There were more of them coming. Jackson looked back over his shoulder at Jas and the others, then turned back and swung the hammer around again, shattering the pelvis of another cadaver.
“Let’s move,” he ordered. “I’m not doing this by myself.”
* * *
The seven men—Driver included, despite his frantic attempts to stay behind the wheel—were standing in the middle of the mall, waiting for orders by a dried-up fountain. The sun had broken through again outside. There was a glass ceiling directly above them, but what was left of the snow prevented anything more than a fraction of the usual morning light from getting inside. There were bodies trapped in some of the shops around them—workers who’d died before trading had begun on the last day of their lives. Now they watched the living, clawing at the glass to be released, some even trying to bite at the windows, all of them desperate to get out and attack.
“We should split into two groups,” Jackson suggested. “Me, Kieran, Driver, and Harte.

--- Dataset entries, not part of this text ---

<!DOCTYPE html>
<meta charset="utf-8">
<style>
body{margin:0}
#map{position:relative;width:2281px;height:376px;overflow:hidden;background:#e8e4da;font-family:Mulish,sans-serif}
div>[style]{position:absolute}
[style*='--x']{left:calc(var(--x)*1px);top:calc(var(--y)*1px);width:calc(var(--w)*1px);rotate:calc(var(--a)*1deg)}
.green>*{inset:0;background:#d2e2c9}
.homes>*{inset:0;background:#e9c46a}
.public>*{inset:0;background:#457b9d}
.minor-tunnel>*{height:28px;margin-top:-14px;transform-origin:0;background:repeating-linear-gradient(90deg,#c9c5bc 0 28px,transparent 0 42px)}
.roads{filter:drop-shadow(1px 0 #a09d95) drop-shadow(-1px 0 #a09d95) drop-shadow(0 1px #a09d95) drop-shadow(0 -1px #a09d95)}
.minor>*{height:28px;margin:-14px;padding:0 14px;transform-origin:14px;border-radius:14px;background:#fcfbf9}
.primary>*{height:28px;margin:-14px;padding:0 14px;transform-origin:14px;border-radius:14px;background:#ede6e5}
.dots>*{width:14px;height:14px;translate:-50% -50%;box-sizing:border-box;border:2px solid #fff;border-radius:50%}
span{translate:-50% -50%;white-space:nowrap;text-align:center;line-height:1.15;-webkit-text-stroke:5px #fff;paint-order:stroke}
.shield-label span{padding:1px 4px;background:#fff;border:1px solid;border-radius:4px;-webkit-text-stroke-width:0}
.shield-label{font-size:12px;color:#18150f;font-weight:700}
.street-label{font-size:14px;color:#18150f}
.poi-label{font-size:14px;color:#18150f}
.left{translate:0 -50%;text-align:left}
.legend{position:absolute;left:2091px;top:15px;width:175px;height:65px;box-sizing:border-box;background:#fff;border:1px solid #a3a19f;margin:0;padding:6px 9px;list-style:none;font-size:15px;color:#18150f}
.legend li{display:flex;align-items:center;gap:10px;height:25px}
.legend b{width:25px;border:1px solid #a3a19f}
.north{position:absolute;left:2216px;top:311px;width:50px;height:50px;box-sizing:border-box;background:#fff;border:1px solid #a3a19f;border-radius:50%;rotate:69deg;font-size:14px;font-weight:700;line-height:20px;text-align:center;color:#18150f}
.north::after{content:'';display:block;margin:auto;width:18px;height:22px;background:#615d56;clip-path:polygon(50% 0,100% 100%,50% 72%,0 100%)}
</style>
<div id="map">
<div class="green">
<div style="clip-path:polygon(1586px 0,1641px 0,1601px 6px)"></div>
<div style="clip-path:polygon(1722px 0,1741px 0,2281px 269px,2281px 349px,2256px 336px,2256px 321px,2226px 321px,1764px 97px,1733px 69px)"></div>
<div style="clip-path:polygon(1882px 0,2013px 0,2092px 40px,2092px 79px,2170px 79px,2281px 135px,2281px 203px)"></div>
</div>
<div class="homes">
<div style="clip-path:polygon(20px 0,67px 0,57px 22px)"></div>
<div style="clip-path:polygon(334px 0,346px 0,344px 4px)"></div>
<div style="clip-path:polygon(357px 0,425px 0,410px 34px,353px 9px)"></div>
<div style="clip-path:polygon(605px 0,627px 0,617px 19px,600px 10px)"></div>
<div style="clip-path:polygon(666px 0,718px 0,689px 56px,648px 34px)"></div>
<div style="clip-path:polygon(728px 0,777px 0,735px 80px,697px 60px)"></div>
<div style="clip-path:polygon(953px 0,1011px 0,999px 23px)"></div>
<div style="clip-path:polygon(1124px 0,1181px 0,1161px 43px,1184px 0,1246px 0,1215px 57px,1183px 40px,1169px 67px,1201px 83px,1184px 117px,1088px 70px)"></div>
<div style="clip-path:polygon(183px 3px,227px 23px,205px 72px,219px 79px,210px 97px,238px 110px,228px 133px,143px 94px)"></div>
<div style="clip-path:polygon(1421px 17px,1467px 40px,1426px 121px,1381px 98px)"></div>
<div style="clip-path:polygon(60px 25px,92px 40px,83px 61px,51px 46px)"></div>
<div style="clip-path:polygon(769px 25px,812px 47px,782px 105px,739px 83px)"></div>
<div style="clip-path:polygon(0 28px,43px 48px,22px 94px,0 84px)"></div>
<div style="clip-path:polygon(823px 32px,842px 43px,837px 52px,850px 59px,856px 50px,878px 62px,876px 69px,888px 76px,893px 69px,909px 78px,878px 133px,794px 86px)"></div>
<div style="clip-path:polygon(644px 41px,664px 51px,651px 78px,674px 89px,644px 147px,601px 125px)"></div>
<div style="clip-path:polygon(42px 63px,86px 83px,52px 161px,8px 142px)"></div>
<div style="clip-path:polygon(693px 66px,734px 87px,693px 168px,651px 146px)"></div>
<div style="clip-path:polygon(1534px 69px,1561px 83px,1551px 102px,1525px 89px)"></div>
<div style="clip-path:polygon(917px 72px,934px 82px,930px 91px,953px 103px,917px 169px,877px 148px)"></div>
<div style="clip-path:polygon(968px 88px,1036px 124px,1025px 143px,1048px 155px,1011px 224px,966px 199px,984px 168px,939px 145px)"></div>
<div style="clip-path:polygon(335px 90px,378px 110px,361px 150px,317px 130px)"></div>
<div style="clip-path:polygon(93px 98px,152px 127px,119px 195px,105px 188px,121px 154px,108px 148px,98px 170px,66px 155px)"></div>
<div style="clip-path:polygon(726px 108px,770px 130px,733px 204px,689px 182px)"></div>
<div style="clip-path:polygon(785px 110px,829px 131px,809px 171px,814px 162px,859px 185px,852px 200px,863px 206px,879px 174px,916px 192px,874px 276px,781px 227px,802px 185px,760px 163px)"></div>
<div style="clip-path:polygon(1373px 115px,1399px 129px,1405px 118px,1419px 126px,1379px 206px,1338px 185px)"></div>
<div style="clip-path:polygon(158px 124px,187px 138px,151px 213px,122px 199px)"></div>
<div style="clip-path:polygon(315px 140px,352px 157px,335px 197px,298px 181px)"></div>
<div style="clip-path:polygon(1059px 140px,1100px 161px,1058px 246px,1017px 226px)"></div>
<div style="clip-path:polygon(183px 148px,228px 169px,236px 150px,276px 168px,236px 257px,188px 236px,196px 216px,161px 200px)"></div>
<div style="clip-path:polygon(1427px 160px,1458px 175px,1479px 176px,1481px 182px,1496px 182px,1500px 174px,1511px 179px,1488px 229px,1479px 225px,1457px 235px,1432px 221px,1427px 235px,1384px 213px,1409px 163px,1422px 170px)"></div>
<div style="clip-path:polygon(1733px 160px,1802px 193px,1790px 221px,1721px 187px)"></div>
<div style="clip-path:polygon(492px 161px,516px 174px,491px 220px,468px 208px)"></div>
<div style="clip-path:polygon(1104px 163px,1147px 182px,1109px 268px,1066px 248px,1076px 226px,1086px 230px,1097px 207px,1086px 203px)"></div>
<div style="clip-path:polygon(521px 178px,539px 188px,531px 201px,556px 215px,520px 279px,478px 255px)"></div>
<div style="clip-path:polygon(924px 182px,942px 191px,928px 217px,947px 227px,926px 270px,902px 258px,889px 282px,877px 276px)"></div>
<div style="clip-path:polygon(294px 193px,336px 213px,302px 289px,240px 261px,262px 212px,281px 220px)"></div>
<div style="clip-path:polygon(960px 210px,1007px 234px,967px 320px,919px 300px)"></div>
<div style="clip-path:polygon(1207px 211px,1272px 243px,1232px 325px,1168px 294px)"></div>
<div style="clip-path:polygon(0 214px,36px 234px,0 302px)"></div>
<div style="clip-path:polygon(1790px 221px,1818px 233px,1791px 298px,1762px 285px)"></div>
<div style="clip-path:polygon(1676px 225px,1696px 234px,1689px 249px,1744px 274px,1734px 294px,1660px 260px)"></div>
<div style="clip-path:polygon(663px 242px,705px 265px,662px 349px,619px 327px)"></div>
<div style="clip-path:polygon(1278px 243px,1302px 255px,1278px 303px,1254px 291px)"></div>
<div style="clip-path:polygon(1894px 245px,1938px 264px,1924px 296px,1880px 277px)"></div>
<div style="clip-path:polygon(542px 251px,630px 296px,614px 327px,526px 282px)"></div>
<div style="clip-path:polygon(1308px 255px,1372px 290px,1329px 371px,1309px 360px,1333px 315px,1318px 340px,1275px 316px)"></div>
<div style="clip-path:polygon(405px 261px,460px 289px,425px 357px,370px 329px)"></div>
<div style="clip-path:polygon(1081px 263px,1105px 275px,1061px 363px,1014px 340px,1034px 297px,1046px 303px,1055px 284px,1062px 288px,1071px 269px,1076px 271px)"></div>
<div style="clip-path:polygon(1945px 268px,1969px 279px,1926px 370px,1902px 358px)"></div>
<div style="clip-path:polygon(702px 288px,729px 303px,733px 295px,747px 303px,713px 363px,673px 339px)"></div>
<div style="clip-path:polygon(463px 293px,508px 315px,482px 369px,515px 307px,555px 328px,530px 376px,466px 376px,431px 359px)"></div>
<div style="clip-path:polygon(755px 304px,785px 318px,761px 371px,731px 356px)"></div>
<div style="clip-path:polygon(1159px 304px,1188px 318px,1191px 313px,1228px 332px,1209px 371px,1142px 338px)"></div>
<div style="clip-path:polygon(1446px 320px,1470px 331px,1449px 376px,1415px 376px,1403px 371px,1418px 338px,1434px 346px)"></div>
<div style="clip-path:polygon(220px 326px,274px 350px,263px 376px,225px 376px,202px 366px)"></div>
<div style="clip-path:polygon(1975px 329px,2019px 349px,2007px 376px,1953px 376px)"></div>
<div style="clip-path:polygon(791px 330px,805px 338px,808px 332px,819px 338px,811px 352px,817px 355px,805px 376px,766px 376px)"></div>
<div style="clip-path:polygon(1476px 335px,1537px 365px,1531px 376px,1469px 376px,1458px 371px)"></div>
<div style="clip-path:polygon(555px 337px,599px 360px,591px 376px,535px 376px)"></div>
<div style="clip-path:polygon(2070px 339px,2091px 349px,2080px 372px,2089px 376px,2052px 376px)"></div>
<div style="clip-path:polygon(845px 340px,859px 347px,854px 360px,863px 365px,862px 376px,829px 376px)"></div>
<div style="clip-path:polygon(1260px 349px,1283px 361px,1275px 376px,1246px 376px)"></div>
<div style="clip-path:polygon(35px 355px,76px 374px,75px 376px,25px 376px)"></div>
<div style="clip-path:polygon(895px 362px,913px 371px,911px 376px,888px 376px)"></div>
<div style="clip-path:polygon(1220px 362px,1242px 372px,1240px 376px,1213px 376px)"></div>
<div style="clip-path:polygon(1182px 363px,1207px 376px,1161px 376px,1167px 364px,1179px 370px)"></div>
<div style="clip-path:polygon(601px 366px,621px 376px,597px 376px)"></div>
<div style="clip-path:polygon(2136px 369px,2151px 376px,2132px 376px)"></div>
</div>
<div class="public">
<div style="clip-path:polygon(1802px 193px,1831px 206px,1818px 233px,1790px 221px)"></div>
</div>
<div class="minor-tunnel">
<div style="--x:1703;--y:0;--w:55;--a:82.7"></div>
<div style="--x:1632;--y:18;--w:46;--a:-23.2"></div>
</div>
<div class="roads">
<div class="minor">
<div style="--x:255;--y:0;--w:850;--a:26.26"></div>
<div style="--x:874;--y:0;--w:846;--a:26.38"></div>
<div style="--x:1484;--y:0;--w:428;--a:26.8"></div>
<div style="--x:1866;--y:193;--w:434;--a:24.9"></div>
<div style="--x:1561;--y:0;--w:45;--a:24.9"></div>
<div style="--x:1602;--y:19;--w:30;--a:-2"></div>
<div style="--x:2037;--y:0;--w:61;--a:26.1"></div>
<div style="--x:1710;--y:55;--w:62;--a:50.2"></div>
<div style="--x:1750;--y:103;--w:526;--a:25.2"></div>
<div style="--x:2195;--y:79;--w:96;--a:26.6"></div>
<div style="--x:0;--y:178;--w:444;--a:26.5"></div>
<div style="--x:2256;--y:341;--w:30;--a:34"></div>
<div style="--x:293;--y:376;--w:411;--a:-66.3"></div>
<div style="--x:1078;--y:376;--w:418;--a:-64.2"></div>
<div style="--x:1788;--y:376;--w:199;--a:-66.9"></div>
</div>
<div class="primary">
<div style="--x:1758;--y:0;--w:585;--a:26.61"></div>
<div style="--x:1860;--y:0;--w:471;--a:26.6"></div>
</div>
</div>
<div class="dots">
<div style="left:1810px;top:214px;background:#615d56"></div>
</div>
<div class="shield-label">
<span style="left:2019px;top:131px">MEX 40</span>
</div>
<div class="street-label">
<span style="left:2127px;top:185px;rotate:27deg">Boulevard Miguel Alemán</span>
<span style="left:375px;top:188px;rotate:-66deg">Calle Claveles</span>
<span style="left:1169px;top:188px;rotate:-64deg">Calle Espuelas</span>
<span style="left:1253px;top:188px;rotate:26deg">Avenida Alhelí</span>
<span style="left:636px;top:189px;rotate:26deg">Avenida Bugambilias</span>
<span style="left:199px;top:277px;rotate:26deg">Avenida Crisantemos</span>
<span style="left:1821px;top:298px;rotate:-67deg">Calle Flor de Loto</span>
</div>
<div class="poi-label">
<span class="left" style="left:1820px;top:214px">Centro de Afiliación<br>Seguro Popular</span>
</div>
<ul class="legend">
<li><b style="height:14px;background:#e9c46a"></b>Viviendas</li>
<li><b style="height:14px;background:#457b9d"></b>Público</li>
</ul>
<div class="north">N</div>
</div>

Jas, you take the others.”
Jas didn’t move. He was staring into a nearby newsagent’s where a dead woman wearing a red-and-white-checked apron tripped around the remains of a trashed window display; falling then picking herself back up, falling again, then getting up … again and again. Ainsworth, as nervous as hell and keen to get out, made the first move. As he approached the door of the shop, the woman became even more animated. She lurched forward, then took a few unsteady steps back.